Saturday, January 23, 2010

Does Senator Scott Brown represent the Unitarian Universalists of Massachusetts?

Amnesty International is concerned that President Obama has not closed Guantanamo as promised, is covering up murder there in 2006 saying that three inmates committed suicide when in fact they were killed during torture sessions, and now Senator Scot Brown newly elected from Massachusetts has this to say during his senate campaign:

"Waterboarding is an enhanced interrogation technique; it's not torture."

Scott Brown may suffer from Moral Deficit Disorder if he believes that water boarding is not torture. How a person of good conscience can say such a thing is not understandable to a person with any moral sense.

Unitarian Universalists, like most of the world, do not believe in torture and find it offensive against God's children.

Where are the Unitarian Universalists in Massachusetts who elected such a person to represent them? It seems appalling to me. The main office of the UUA is in Boston which at one time was a Bastian of Unitarianism. What has happened in Massachusetts that their Senatorial representative is so off the moral rails? I would hope that all people of faith would speak up but especially the Unitarian Universalists in the Mecca of Unitarian Universalism.

Of course, I went to the UUA between Christmas and New Year's and it was closed up tighter than a drum when the Senatorial campaign was in full tilt so it appears that the advocate for torture was winning over voters in Massachusetts while UUs were enjoying their vacation and the shop was closed.

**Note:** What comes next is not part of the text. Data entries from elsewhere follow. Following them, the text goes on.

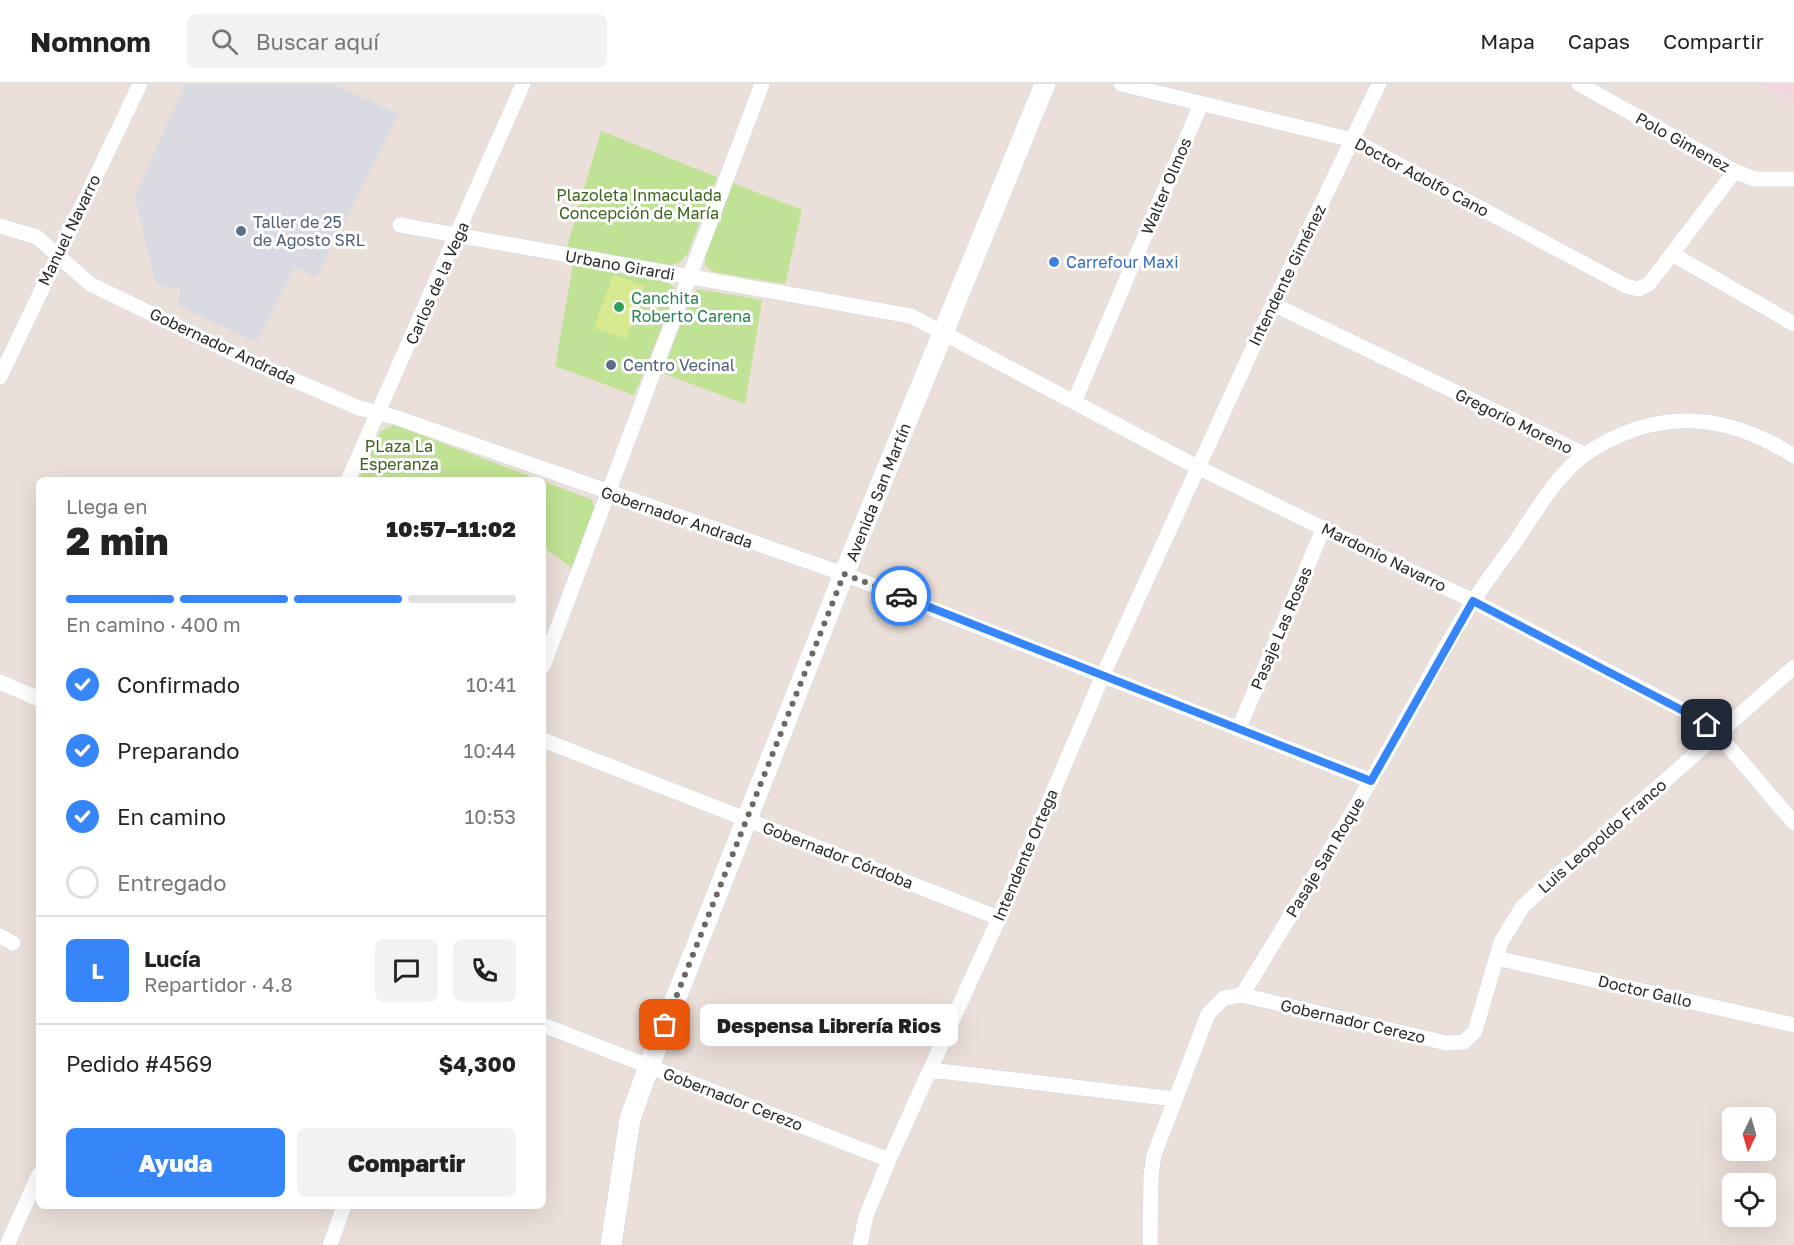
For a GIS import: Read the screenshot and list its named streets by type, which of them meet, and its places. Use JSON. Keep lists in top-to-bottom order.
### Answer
{
  "streets": {
    "main road": ["Avenida San Martín"],
    "street": [
      "Polo Gimenez",
      "Doctor Adolfo Cano",
      "Walter Olmos",
      "Manuel Navarro",
      "Urbano Girardi",
      "Intendente Giménez",
      "Carlos de la Vega",
      "Gobernador Andrada",
      "Gregorio Moreno",
      "Mardonio Navarro",
      "Pasaje Las Rosas",
      "Luis Leopoldo Franco",
      "Gobernador Córdoba",
      "Intendente Ortega",
      "Pasaje San Roque",
      "Doctor Gallo",
      "Gobernador Cerezo"
    ]
  },
  "crossings": [
    ["Doctor Adolfo Cano", "Walter Olmos"],
    ["Doctor Adolfo Cano", "Intendente Giménez"],
    ["Walter Olmos", "Mardonio Navarro"],
    ["Manuel Navarro", "Gobernador Andrada"],
    ["Urbano Girardi", "Carlos de la Vega"],
    ["Urbano Girardi", "Avenida San Martín"],
    ["Urbano Girardi", "Mardonio Navarro"],
    ["Intendente Giménez", "Gregorio Moreno"],
    ["Intendente Giménez", "Mardonio Navarro"],
    ["Intendente Giménez", "Intendente Ortega"],
    ["Carlos de la Vega", "Gobernador Andrada"],
    ["Gobernador Andrada", "Avenida San Martín"],
    ["Gobernador Andrada", "Pasaje Las Rosas"],
    ["Gobernador Andrada", "Intendente Ortega"],
    ["Gobernador Andrada", "Pasaje San Roque"],
    ["Gregorio Moreno", "Pasaje San Roque"],
    ["Avenida San Martín", "Mardonio Navarro"],
    ["Avenida San Martín", "Gobernador Córdoba"],
    ["Avenida San Martín", "Gobernador Cerezo"],
    ["Mardonio Navarro", "Pasaje Las Rosas"],
    ["Mardonio Navarro", "Luis Leopoldo Franco"],
    ["Mardonio Navarro", "Intendente Ortega"],
    ["Mardonio Navarro", "Pasaje San Roque"],
    ["Luis Leopoldo Franco", "Doctor Gallo"],
    ["Luis Leopoldo Franco", "Gobernador Cerezo"],
    ["Gobernador Córdoba", "Intendente Ortega"],
    ["Intendente Ortega", "Gobernador Cerezo"],
    ["Pasaje San Roque", "Gobernador Cerezo"]
  ],
  "parks": ["Plazoleta Inmaculada Concepción de María", "PLaza La Esperanza"],
  "places": [
    "Taller de 25 de Agosto SRL",
    "Carrefour Maxi",
    "Canchita Roberto Carena",
    "Centro Vecinal",
    "Despensa Librería Rios"
  ],
  "north": "bottom",
  "page": {
    "header": "Nomnom",
    "search": "Buscar aquí",
    "nav": ["Mapa", "Capas", "Compartir"],
    "heading": ["2 min", "Llega en", "10:57–11:02"],
    "panel": [
      "Lucía",
      "Repartidor · 4.8",
      "Pedido #4569",
      "$4,300"
    ],
    "bar": "En camino · 400 m",
    "list": [
      ["Confirmado", "10:41"],
      ["Preparando", "10:44"],
      ["En camino", "10:53"],
      "Entregado"
    ],
    "round": "L",
    "bubble": "Despensa Librería Rios",
    "buttons": ["Ayuda", "Compartir"]
  }
}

Who was it that said that evil prevails when good people do nothing?

3 comments:

  1. David,

    Unitarian Universalists are not that prevalent even in Massachusetts:

    http://en.wikipedia.org/wiki/Massachusetts#Religion

    http://www.spiritus-temporis.com/massachusetts/demographics.html

    The best available demographic data I can find says that Unitarian Universalists are 1% of the state's population.

    I doubt that 1% of the voters would have made that much of a difference here.

    Finally, there is very little that the denomination could have done in terms of partisan electoral politics -- churches and denominations are tax-exempt religious bodies and they are not supposed to endorse candidates.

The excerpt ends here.